© INTERNELa droite la "sommait" de s'expliquer. Dominique Voynet a précipité mercredi une conférence de presse afin de définir la position des Verts sur la question corse. Il s'agissait pour elle de mettre un terme au feuilleton politique d'un mois d'août d'habitude très calme. Mais cette année, à deux reprises, des responsables écologistes, l'ancien secrétaire national des Verts Jean-Luc Bennahmias et leur candidat à la présidentielle Alain Lipietz, ont eux fait savoir qu'ils étaient "pour une amnistie générale". Quand ? "Au terme de la démarche engagée par Matignon" pour le premier. S'agissant du second, c'était plus confus. Tellement, d'ailleurs, qu'Alain Lipietz s'est senti obligé de revenir sur ses propos, par l'intermédiaire du site internet du Nouvel Observateur. "J'ai dit que l'amnistie aura lieu (…) si le processus politique ramène la paix en Corse", a-t-il précisé.
"Je partage et la colère de Mme Erignac"
Dans ce contexte quelque peu "flottant", Dominique Voynet a estimé mercredi que la question de l'amnistie des détenus corses pour affaires de terrorisme n'était "pas d'actualité", utilisant la formule employée par les proches de Lionel Jospin depuis plusieurs jours. Cependant, chez les Verts, la porte n'est pas fermée pour autant. "C'est un sujet qui sera peut-être débattu dans quelques années par les parlementaires auxquels il revient d'examiner une éventuelle loi d'amnistie pour parachever et consolider un processus de paix", a-t-elle ajouté.
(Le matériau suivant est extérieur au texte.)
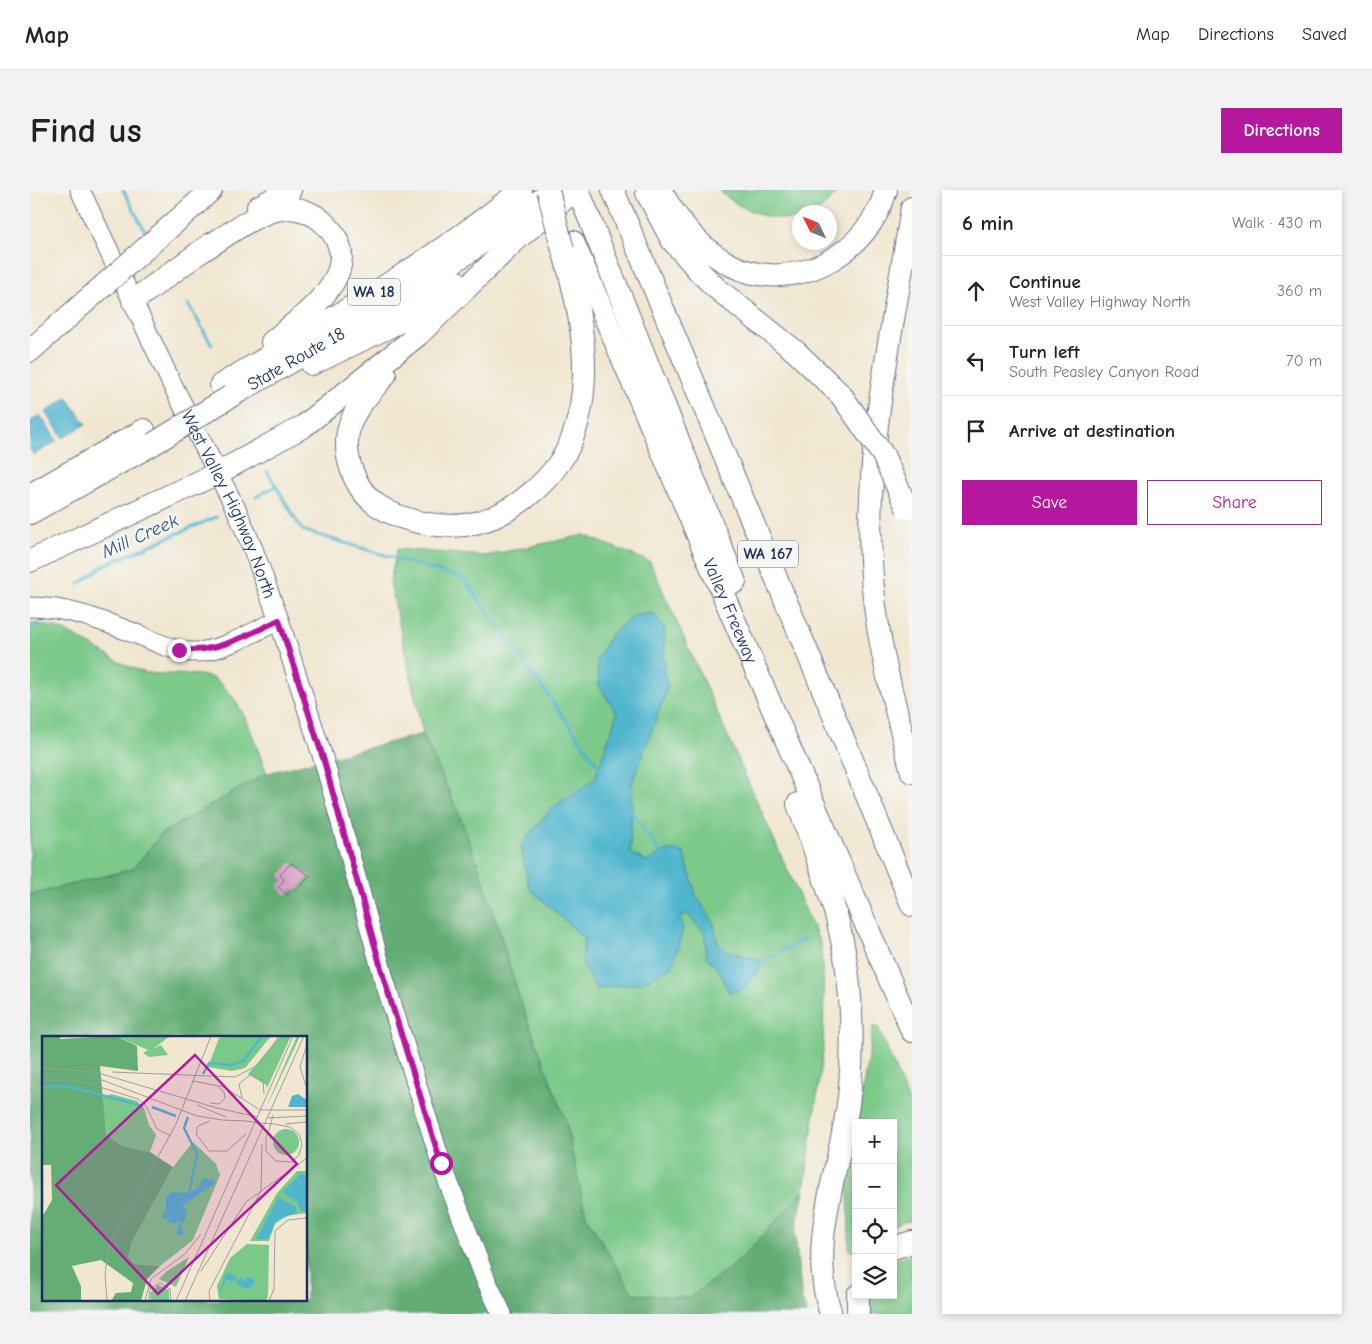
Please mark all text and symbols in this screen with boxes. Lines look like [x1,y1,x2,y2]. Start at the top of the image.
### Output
text: Map [25,21,69,49]
text: Map [1136,24,1170,45]
text: Directions [1198,24,1274,45]
text: Saved [1302,24,1347,45]
button: Directions [1221,108,1342,153]
text: Find us [30,110,142,151]
north arrow [792,205,837,250]
text: 6 min [962,211,1014,235]
text: Walk · 430 m [1232,214,1322,232]
text: Continue [1009,271,1081,293]
icon: ahead [962,277,990,305]
road number: WA 18 [348,278,400,305]
text: 360 m [1277,282,1322,300]
text: West Valley Highway North [1009,293,1191,311]
street label: State Route 18 [244,323,349,395]
text: Turn left [1009,341,1080,363]
icon: left [962,347,990,375]
text: 70 m [1286,352,1322,370]
text: South Peasley Canyon Road [1009,363,1199,381]
street label: West Valley Highway North [177,407,281,601]
icon: arrive [962,417,990,445]
text: Arrive at destination [1009,420,1175,442]
button: Save [962,480,1137,525]
button: Share [1147,480,1322,525]
water label: Mill Creek [97,509,183,563]
road number: WA 167 [738,540,798,568]
street label: Valley Freeway [698,555,762,667]
route end [168,639,191,662]
inset map [42,1036,308,1302]
map controls [852,1119,897,1299]
button: + [852,1119,897,1164]
route start [430,1152,453,1175]
button: − [852,1164,897,1209]
button: locate [852,1209,897,1254]
button: layers [852,1254,897,1299]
S'agissant du sort du "commando Erignac", l'ancienne ministre a souligné que "les assassins du préfet doivent être arrêtés, jugés et doivent rendre compte de leurs actes devant un tribunal". "Se poser même cette question aujourd'hui a quelque chose de scandaleux. Je partage et je comprends la colère de Mme Erignac. Sa première demande c'est que les assassins de son mari soient arrêtés et jugés devant un tribunal. Loin de moi la moindre tentation de soutenir, de cautionner, de donner l'impression d'être indifférente à des crimes de sang", a-t-elle poursuivi. Mme Voynet a réaffirmé le "soutien fidèle" de son parti au processus de Matignon en Corse et rejeté "toute violence d'où qu'elle vienne".
"Lipietz a été maladroit"
Désireuse d'affirmer son autorité au sein des Verts, Dominique Voynet a distribué quelques piques à l'égard d'Alain Lipietz qui s'est exprimé "de façon imprudente". "Alain Lipietz est un universitaire et il s'est expliqué de façon nuancée et peut-être un peu compliquée. Il a été maladroit dans son expression, mais sur l'essentiel il est d'accord avec nous", a souligné Mme Voynet.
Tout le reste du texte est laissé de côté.